# Mare won't follow



## tinyliny (Oct 31, 2009)

I would never point out that you are a poor rider or trainer. Gosh, there are just tons of horses that fall into the description you have made of your mare.
Better to have that than the horse that won't lead, at least that is my opinion.

What ever you do, don't force her to stay in any one position endlessly. So, if you and your riding partner can change order regularly, this will help her to not get really anxious about having to follow for long periods of time.

Also, you can turn her the other direction and walk the other way for a bit, then turn back to the front.

You can bring her to a complete halt, even back her up a few steps and when you then go forward, if she speeds up too much , do it all over again.

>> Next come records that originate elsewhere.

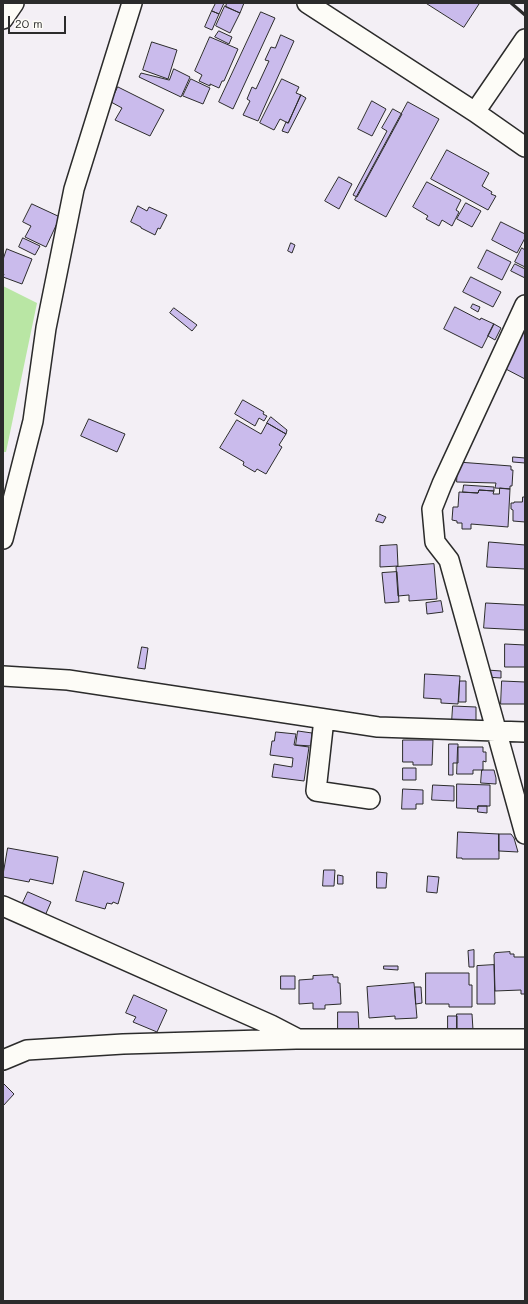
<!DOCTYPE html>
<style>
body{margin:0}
#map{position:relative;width:528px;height:1304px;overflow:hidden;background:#f3eff5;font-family:Mali,sans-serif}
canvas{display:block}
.frame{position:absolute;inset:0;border:4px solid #2b2b2b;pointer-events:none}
.scale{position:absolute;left:8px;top:16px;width:58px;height:18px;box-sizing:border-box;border:2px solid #2b2b2b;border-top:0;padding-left:5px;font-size:12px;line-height:14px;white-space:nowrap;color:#2b2b2b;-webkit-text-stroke:3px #fdfcf7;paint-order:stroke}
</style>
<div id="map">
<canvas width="528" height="1304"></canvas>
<div class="frame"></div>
<div class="scale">20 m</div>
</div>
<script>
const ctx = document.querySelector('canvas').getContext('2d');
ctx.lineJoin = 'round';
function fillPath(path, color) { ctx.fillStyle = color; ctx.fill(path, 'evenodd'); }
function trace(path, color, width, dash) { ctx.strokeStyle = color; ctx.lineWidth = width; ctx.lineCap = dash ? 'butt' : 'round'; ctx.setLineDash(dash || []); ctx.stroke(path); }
fillPath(new Path2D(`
 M3,286L37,303L6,452H3Z`), '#b9e6a4');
const building = new Path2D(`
 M216,3H224L219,14L212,11Z
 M227,3H244L240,13L226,7Z
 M426,3H478L479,4L464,27Z
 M225,6L240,13L230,33L216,26Z
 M212,11L219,14L212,30L205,27Z
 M261,12L275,18L233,109L219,102Z
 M219,31L232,37L229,44L215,37Z
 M281,35L294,41L258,121L243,115L250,101L247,99L252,87L256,89L269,61L265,60L271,47L275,48Z
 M210,37L238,49L224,81H222L219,88L210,84V86L199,81L202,75L195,71Z
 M152,42L177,50L168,79L143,70Z
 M174,69L190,77L181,97L139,77L141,73L169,80Z
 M191,79L210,88L203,104L183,96Z
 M282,79L299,87L296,93L301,95L288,123L280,119L274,130L260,123Z
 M118,87L164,110L150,136L115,120L122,108L111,102Z
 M301,95L306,98L288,133L282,131L286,122L288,123Z
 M372,101L386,109L372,136L358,129Z
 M408,102L439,119L386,217L355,200Z
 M393,109L402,114L357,197L353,195L387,131L382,128Z
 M447,150L489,173L482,186L492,192L491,194L496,196L488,210L431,179Z
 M339,177L352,184L339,209L325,201Z
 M427,182L461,200L456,210L459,212L452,226L442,220L439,226L426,219L428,216L413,207Z
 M466,203L481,211L472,227L457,219Z
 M32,204L60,217L46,247L25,237L31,226L23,222Z
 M138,206L147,211L149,207L167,215L160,229L158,228L155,235L141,228V227L131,222Z
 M501,222L525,234V238L517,253L492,240Z
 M23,238L40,246L35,255L19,247Z
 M291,243L295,245L292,253L288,251Z
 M522,248L525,250V267L515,262Z
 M7,249L32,259L22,284L3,277L4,274L3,273V260Z
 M487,250L511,262L502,280L478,268Z
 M515,264L525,269V278L511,271Z
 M471,277L501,292L493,307L463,292Z
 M473,304L480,307L478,312L471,308Z
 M455,307L480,320L481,318L494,324L482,348L444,329Z
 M174,308L197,325L192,331L170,313Z
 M525,320V379L502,367Z
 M494,324L501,328L495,340L488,336Z
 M243,400L264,412L263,414L267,416L264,421L259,418L255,426L235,414Z
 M271,417L287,430L286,434L267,423Z
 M89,419L125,434L117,452L81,436Z
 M237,420L261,434L267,423L286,434L279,445L282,447L266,474L257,469L255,472L243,465L244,462L220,448Z
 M513,457L525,458V463L513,462Z
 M458,462L511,466V470H513L512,486H510V489L495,488L496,483L457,482Z
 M464,485L494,487V491L479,490L478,493L463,492Z
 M500,488L510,489L508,527L471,524V529H462V523H457V521L452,520L453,507H458L459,492L478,493L479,490L494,491L493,494H499Z
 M523,497H525V522L513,521V510L511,509V503H514V502H522Z
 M379,514L386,517L383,523L376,521Z
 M489,542L525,545V569L487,567Z
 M397,545L398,566L380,567V546Z
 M434,564L437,599L409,601V595L398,596L396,567Z
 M397,572L399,602L385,603L382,573Z
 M441,601L443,612L427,614L426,603Z
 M486,603L525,605V630L484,628Z
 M505,644L525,645V667H505Z
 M142,647L148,648L145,669L138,668Z
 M487,670L501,671V678L486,677Z
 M425,674L460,676L458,704L441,703V699L424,698Z
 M460,681H466V702H459Z
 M502,681L525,682V704H501Z
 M453,706L476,707V723L452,722Z
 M298,731L312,733L311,746L296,745Z
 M276,732L296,734L294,745L309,747L304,781L272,777L274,764L292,767L293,758L270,755L272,741H274Z
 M403,740H433L432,765H413V762H403Z
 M449,744H458V763H453V775H449Z
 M458,747H483V752H486V762L483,761V770H473V774H457Z
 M403,768H416V780H403Z
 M482,770H494L496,778V784L481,783Z
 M457,784L490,785V806H478V809L457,808Z
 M433,785L454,786V801L432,800Z
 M403,789L423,790V804H416V809H402Z
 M478,806H487V813L478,812Z
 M458,832L499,834V859H462V858H457Z
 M499,834H511L514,838L518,852L499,851Z
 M8,848L58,857L53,884L30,879L29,882L3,877Z
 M324,870H335L334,886H323Z
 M84,871L124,883L118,904L113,902L112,904L107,903L105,909L76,901Z
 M377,872L387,873L386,888H377Z
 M338,875L343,876V884H338Z
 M428,876L439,877L437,893L427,892Z
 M28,892L51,902L44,918L21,907Z
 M474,950V967H469L468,951Z
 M510,952V954H514V957H525V994H521V990L495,991L494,955L495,953Z
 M494,965L495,1004H477V966Z
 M384,966H398V970L384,969Z
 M426,973H469V985H472V1007H449V1004H426Z
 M333,975V977H338V983H340L341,1004L325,1005V1009H313V1003L299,1004V980L313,979V976Z
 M281,976H295V989H281Z
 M414,983L417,1018L395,1019V1016L369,1018L367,987Z
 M415,987H421L422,1003L416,1004Z
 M134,995L167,1010L157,1032L133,1022L136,1017L126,1013Z
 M338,1012H358L359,1032H338Z
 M457,1014H472L473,1030H457Z
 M448,1016H457V1031H448Z
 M3,1083L14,1094L3,1106Z`);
fillPath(building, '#cabbec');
trace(building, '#2b2b2b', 1);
const minor = new Path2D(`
 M307,3L475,112L525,147
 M3,19L14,3
 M475,112L525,39
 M525,305L442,484L432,509L435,542L449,560L525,834
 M3,539L33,421L46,328L74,189L132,3
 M3,676L68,680L378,727L525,732
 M324,719L316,791L370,799
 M3,906L271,1025L298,1039H525
 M3,1060L27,1050L123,1044L296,1039`);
trace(minor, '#2b2b2b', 22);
trace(minor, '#fdfcf7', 19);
trace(new Path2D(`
 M511,3L525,15`), '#2b2b2b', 3);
</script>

I would keep her really busy doing things. Whatever you do, DON"T ride the brakes. Don't ride along with constant pressure on both reins. She will zone you out so fast and then the reins mean nothing. If you pick up the rein, ask for something , get it, and drop the rein, even if you know she will certainly speed up again.


----------



## LetAGrlShowU (Mar 25, 2009)

I will be following this post. My gelding is always up the horse in front of us rear end. If i try to woah him to a stop, he just keeps going. If i circle him, he gets antsy and trots back up to where he was... hoping to gain some insight on this.


----------



## Darrin (Jul 11, 2011)

I have a gelding that wants to be in front at all times, doesn't help that he's extremely fast. Lets just say it took a ton of patience and miles upon miles upon miles (100's of miles actually) of practice to keep him behind other horses at a reasonable distance. 

How did I do it? Stuck him behind other horses and kept bumping him back to a reasonable distance. He eventually caught on, still doesn't like it, keeps testing me but listens now when I tell him to back off. Give him an ounce of inattention and a wide spot on the trail and he'll pass in a blink of an eye.


----------